Problem to solve ▸
Give back every line of the data exactly. Pictures are not part of the copy.

▼

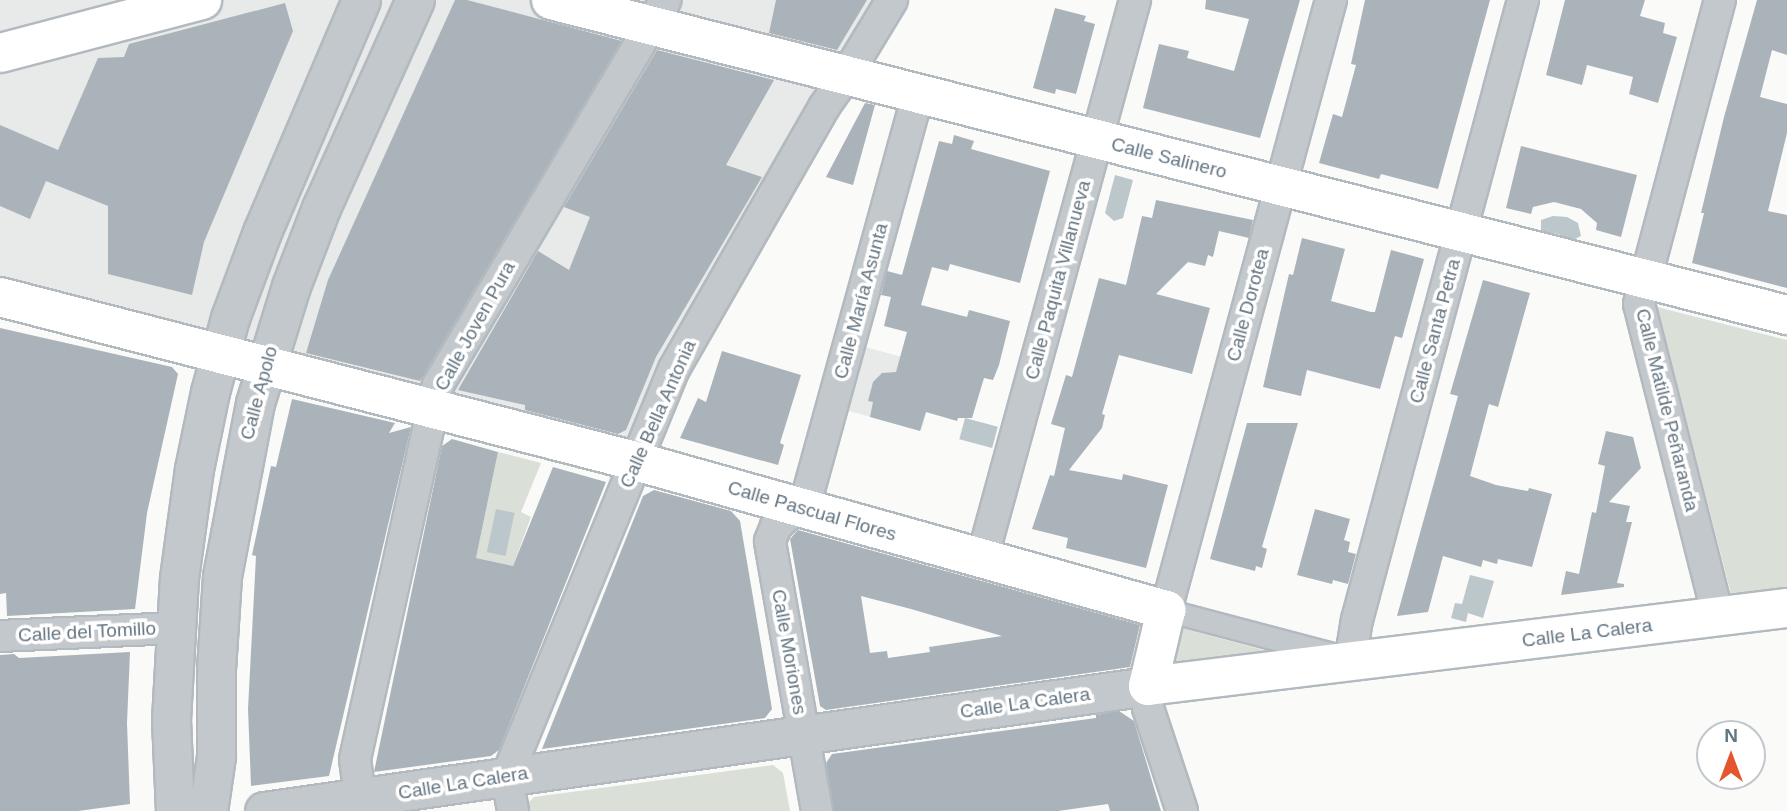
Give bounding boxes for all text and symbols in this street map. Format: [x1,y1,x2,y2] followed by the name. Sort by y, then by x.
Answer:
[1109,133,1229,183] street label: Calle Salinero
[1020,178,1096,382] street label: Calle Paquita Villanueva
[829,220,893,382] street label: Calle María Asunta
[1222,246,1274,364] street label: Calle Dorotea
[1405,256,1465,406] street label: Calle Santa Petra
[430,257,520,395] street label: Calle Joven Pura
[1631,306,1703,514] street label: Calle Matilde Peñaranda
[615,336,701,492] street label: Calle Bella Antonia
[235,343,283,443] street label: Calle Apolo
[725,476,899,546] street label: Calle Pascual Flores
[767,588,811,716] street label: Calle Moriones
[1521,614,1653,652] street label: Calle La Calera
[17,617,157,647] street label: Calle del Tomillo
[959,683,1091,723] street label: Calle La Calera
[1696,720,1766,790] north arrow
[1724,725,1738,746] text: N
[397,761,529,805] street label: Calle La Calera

▲

Reply ▸
Give bounding boxes for all text and symbols in this street map. Format: [x1,y1,x2,y2] followed by the name. Sort by y, then by x.
Answer:
[1109,133,1229,183] street label: Calle Salinero
[1020,178,1096,382] street label: Calle Paquita Villanueva
[829,220,893,382] street label: Calle María Asunta
[1222,246,1274,364] street label: Calle Dorotea
[1405,256,1465,406] street label: Calle Santa Petra
[430,257,520,395] street label: Calle Joven Pura
[1631,306,1703,514] street label: Calle Matilde Peñaranda
[615,336,701,492] street label: Calle Bella Antonia
[235,343,283,443] street label: Calle Apolo
[725,476,899,546] street label: Calle Pascual Flores
[767,588,811,716] street label: Calle Moriones
[1521,614,1653,652] street label: Calle La Calera
[17,617,157,647] street label: Calle del Tomillo
[959,683,1091,723] street label: Calle La Calera
[1696,720,1766,790] north arrow
[1724,725,1738,746] text: N
[397,761,529,805] street label: Calle La Calera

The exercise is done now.